Sur l’abus du droit d’agir devant le juge judiciaire
Pour caractériser l’abus qu’ils reprochent à la société Juziers parc, M. F S, Mme
AN-AC I, M. X I, Mme U J, M. X J, Mme E
L, M. G L, Mme D N et M. C AB soutiennent que
l’action de celle-ci devant le juge judiciaire avait pour but de les contraindre à se désister de leur
recours devant le juge administratif.
Toutefois, la faute ne peut résulter de la seule introduction d’une instance devant le juge judiciaire
avant la décision du juge administratif et le seul élément de preuve que produisent les demandeurs
pour démontrer le chantage qu’ils affirment avoir subi est une lettre écrite le 30 mars 2016 par M.
G L à la société Juziers parc et envoyée à celle-ci par lettre recommandée avec demande
d’avis de réception. Or, cette lettre, rédigée par l’un des demandeurs, ne peut suffire à faire la preuve
de faits que cette société aurait commis. De ce fait, la faute reprochée à la société Juziers parc est
insuffisamment démontrée.
Il convient en conséquence de confirmer le jugement entrepris en ce qu’il a débouté M. F
S, Mme AN-AC I, M. X I, Mme U J, M. X J, Mme
E L, M. G L, Mme D N et M. C AB de leur
demande reconventionnelle de dommages et intérêts.
Sur les dépens et les autres frais
La société Juziers parc, qui succombe, a été à juste titre condamnée aux dépens de première instance.
Elle sera également condamnée aux dépens d’appel, conformément à l’article 696 du code de
procédure civile. Les dépens pourront être recouvrés directement dans les conditions prévues par
l’article 699 du même code.
Selon l’article 700 1° de ce code, le juge condamne la partie tenue aux dépens ou qui perd son procès
à payer à l’autre partie la somme qu’il détermine au titre des frais exposés et non compris dans les
dépens ; le juge tient compte de l’équité ou de la situation économique de la partie condamnée.

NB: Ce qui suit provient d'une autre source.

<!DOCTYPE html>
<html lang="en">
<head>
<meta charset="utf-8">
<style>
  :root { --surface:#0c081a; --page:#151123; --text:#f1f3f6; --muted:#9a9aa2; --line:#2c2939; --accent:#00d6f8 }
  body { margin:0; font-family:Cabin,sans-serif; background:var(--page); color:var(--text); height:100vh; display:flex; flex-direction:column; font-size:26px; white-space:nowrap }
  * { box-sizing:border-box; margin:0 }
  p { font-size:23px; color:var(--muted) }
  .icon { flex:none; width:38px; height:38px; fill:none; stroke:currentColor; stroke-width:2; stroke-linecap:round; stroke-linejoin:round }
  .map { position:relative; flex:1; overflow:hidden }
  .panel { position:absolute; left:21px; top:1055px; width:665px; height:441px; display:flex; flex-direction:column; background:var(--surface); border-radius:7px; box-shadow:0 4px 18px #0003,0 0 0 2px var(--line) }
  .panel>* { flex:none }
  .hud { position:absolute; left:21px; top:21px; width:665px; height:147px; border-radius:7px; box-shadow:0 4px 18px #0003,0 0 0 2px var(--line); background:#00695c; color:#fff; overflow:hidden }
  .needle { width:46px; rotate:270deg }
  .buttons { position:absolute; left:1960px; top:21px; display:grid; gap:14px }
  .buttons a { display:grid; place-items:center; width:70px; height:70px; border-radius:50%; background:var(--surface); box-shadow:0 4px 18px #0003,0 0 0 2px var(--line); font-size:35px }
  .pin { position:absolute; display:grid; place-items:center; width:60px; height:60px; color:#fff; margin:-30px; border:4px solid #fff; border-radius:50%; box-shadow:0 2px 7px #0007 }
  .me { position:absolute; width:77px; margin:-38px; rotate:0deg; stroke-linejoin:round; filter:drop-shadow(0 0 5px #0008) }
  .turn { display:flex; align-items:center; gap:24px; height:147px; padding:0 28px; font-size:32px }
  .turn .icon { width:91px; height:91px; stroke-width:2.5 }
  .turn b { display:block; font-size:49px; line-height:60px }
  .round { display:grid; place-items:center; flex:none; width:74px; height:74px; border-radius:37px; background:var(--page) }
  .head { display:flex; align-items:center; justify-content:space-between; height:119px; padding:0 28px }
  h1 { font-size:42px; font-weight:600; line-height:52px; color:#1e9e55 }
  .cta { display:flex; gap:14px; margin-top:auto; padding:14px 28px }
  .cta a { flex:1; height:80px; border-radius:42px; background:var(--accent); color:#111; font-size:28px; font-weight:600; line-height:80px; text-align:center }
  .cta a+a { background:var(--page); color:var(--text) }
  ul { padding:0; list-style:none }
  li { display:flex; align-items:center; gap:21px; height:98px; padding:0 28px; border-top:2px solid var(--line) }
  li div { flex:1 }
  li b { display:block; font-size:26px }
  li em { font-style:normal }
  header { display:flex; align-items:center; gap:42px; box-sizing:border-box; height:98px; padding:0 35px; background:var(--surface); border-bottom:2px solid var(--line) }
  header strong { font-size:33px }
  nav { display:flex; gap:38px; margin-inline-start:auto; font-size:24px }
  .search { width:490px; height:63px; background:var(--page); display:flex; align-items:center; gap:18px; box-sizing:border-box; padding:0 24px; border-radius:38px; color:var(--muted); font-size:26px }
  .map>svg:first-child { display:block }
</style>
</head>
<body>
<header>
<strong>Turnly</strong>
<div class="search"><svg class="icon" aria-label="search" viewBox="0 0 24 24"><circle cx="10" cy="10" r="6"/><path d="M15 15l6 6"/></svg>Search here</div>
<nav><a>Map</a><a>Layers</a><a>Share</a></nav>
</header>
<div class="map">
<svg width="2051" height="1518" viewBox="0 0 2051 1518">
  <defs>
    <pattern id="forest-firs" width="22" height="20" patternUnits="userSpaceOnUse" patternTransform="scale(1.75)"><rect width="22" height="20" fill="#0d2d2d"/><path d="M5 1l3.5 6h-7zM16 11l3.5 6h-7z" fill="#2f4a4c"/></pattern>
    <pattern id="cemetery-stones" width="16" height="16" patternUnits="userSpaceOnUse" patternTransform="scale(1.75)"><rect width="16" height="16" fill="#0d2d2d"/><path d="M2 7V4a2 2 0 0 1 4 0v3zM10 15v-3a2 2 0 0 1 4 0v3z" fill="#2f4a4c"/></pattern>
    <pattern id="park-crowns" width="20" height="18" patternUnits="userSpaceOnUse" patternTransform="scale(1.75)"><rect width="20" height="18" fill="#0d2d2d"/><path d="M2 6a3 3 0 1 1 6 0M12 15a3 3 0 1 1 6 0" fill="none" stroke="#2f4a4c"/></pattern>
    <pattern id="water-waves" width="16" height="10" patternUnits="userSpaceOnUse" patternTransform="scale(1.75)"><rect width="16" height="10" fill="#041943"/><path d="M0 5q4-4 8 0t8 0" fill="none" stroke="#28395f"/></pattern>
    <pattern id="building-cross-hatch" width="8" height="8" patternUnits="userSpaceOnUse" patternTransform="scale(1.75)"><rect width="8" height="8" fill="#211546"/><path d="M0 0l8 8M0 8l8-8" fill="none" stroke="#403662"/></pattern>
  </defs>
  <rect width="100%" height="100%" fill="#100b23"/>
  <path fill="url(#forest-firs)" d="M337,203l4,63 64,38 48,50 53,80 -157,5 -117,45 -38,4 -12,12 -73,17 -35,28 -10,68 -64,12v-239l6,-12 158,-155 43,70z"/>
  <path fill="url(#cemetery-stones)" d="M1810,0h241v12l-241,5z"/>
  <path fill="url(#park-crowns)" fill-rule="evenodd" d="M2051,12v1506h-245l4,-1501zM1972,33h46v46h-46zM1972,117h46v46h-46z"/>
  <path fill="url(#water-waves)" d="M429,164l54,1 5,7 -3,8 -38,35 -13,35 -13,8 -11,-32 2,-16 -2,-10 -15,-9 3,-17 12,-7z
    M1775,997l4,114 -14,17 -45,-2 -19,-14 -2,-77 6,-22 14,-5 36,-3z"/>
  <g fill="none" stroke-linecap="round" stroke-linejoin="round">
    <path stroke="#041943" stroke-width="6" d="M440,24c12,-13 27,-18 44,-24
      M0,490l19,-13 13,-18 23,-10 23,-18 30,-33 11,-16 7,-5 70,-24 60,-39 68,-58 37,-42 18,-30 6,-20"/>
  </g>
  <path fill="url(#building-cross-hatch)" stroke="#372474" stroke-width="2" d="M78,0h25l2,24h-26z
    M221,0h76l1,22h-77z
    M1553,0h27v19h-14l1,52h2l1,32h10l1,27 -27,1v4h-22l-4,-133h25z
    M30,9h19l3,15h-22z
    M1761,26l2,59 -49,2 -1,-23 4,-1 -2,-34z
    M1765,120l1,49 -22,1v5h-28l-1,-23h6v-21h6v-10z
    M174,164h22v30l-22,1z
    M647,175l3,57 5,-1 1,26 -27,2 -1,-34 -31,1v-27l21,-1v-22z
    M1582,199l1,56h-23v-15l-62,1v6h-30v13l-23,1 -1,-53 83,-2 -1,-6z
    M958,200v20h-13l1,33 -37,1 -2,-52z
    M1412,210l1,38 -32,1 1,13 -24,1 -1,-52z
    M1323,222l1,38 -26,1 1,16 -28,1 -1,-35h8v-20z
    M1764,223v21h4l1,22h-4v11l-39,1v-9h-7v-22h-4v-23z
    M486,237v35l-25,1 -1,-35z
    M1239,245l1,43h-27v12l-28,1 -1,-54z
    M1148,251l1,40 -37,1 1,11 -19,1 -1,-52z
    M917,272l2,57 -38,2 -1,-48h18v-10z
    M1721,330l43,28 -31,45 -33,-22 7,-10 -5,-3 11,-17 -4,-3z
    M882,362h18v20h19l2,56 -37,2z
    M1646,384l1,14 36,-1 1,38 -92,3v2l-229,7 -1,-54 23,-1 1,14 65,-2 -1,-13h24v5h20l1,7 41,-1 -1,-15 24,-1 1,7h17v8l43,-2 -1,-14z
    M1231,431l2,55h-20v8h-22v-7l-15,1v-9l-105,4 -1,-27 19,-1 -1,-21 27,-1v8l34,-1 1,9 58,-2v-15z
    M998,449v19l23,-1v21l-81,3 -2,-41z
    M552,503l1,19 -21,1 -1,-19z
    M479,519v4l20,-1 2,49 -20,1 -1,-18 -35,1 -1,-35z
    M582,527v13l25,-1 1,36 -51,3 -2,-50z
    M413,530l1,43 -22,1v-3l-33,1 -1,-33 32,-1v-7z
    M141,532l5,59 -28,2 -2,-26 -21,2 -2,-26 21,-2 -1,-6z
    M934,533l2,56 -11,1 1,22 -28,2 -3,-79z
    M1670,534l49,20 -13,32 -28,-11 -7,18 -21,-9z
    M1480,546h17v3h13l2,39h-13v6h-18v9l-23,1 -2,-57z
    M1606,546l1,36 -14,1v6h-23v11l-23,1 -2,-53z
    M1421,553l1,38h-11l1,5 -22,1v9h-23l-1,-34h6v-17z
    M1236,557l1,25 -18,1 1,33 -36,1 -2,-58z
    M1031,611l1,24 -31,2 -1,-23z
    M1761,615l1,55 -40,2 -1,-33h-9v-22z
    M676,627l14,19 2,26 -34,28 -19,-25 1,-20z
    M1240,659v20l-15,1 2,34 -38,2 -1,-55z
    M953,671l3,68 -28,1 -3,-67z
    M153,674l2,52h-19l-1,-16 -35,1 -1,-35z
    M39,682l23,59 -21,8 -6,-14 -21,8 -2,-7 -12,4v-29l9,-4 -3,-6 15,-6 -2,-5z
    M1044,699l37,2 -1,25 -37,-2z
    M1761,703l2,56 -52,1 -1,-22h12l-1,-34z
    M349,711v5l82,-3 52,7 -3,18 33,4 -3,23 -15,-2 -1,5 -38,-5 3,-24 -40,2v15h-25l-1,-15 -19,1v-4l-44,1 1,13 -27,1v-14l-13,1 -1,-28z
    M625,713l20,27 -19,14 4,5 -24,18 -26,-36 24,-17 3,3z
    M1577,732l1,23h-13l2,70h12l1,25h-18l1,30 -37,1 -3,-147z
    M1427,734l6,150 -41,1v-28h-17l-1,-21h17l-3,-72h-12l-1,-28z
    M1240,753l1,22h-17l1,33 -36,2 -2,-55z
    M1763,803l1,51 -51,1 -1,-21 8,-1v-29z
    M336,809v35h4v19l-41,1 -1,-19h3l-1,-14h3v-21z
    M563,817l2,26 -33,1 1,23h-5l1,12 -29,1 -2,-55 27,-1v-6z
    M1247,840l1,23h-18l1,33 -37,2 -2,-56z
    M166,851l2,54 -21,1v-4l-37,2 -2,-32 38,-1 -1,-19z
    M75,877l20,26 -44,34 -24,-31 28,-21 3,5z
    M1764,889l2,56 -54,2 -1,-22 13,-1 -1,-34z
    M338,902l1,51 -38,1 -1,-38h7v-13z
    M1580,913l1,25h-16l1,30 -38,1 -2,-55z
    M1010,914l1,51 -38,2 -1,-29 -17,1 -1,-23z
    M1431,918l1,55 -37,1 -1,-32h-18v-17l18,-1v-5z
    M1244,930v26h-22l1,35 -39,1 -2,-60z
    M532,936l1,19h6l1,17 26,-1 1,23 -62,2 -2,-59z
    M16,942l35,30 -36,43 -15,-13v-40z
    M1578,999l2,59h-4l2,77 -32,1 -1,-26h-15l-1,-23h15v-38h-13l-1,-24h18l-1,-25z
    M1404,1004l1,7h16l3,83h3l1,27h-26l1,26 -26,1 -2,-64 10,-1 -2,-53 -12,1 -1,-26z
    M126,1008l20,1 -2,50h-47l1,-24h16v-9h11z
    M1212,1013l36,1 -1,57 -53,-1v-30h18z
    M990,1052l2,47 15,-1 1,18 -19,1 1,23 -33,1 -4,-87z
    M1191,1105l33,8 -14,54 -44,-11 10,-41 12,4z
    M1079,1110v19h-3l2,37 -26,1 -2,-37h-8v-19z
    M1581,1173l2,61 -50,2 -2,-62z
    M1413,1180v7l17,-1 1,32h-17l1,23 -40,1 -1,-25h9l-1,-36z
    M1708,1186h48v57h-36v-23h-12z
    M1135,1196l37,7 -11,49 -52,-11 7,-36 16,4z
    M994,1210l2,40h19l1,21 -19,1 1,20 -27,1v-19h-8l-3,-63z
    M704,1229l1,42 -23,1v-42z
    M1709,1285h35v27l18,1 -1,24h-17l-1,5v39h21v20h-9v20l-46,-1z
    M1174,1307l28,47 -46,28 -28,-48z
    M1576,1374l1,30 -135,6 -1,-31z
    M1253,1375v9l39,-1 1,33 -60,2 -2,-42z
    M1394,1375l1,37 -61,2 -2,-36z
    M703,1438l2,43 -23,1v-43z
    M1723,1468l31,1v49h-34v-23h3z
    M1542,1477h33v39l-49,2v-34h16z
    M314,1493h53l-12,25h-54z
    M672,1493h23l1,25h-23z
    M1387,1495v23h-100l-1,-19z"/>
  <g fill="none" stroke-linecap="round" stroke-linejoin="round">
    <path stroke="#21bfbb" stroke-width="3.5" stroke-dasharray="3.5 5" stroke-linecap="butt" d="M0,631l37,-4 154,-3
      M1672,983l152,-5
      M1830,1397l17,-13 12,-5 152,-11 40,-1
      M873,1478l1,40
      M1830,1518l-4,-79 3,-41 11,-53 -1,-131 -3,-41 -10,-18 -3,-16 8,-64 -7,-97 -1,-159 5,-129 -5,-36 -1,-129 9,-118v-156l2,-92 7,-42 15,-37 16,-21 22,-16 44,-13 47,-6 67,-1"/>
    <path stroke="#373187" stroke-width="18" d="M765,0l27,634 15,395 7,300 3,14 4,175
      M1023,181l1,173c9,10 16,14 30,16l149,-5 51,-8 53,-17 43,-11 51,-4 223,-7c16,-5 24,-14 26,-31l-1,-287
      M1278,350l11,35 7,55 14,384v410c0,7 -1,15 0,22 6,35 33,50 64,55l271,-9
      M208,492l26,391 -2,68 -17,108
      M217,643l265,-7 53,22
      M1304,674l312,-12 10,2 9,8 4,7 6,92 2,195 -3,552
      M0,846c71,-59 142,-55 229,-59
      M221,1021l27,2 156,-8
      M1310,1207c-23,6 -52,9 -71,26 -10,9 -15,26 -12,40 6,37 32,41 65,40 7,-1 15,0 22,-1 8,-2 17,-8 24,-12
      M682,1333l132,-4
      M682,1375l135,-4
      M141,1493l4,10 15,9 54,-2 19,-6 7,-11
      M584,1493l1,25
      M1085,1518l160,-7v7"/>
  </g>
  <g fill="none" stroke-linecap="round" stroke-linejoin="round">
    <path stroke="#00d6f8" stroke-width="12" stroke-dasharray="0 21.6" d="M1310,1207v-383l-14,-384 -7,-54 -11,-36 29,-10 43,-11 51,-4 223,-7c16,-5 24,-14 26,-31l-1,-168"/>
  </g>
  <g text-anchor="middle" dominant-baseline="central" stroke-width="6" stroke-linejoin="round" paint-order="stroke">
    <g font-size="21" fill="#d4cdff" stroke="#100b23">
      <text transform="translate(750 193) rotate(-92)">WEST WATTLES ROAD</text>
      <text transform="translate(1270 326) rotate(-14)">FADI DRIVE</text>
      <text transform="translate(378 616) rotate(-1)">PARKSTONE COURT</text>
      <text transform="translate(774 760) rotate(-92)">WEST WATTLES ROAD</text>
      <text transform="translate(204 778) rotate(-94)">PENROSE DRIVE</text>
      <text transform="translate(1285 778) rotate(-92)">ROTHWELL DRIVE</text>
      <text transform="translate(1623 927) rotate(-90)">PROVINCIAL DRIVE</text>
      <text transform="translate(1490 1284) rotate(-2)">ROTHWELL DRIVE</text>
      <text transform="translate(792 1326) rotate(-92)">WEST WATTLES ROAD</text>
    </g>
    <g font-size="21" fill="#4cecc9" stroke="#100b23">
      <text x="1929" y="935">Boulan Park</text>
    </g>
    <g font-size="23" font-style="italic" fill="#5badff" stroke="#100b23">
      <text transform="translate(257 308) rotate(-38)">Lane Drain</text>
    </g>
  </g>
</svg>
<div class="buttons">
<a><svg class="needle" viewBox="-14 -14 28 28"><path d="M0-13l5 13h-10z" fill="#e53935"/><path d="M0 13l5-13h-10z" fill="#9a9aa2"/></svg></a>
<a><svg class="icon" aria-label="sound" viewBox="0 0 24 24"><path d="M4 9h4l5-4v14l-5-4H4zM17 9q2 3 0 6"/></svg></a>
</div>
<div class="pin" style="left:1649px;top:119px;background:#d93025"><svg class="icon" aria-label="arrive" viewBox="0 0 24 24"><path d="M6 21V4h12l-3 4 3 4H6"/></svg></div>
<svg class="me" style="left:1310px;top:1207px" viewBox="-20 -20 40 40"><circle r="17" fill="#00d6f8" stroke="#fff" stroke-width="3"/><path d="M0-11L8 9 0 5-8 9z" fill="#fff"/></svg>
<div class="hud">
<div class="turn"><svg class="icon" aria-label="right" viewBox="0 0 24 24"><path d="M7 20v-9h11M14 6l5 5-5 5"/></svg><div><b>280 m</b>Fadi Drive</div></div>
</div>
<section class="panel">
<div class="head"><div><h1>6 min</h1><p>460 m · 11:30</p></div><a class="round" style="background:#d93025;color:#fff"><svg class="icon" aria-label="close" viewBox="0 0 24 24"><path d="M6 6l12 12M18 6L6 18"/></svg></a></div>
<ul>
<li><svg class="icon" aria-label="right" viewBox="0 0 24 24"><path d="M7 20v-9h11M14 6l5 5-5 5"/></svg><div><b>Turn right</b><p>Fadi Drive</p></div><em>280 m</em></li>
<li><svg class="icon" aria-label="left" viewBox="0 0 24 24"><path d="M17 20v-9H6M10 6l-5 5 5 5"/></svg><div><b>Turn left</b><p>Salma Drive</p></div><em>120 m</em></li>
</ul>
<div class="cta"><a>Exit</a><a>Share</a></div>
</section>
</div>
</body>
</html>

Le premier juge a fait une application équitable de ces dispositions ; les circonstances de l’espèce
justifient de condamner la société Juziers parc à payer à chacun des intimés une indemnité de 1 500
euros au titre des frais exclus des dépens exposés en cause d’appel ; elle sera elle-même déboutée de
sa demande à ce titre.
PAR CES MOTIFS
La Cour, statuant après débats en audience publique, par arrêt contradictoire,
CONFIRME le jugement déféré ;
CONDAMNE la société Juziers parc aux dépens d’appel, qui pourront être recouvrés directement
dans les conditions prévues par l’article 699 du code de procédure civile, ainsi qu’à payer à M.
F S, Mme AN-AC I, M. X I, Mme U J, M. X
J, Mme E L, M. G L, Mme D N et M. C
AB une indemnité de 1 500 euros chacun, par application de l’article 700 du code de procédure
civile, et la déboute de sa demande à ce titre.
— Prononcé publiquement par mise à disposition de l’arrêt au greffe de la cour, les parties en ayant été
préalablement avisées dans les conditions prévues au deuxième alinéa de l’article 450 du code de
procédure civile.
— Signé par Monsieur Q R, Président, et par Monsieur Boubacar BARRY, auquel la
minute de la décision a été remise par le magistrat signataire.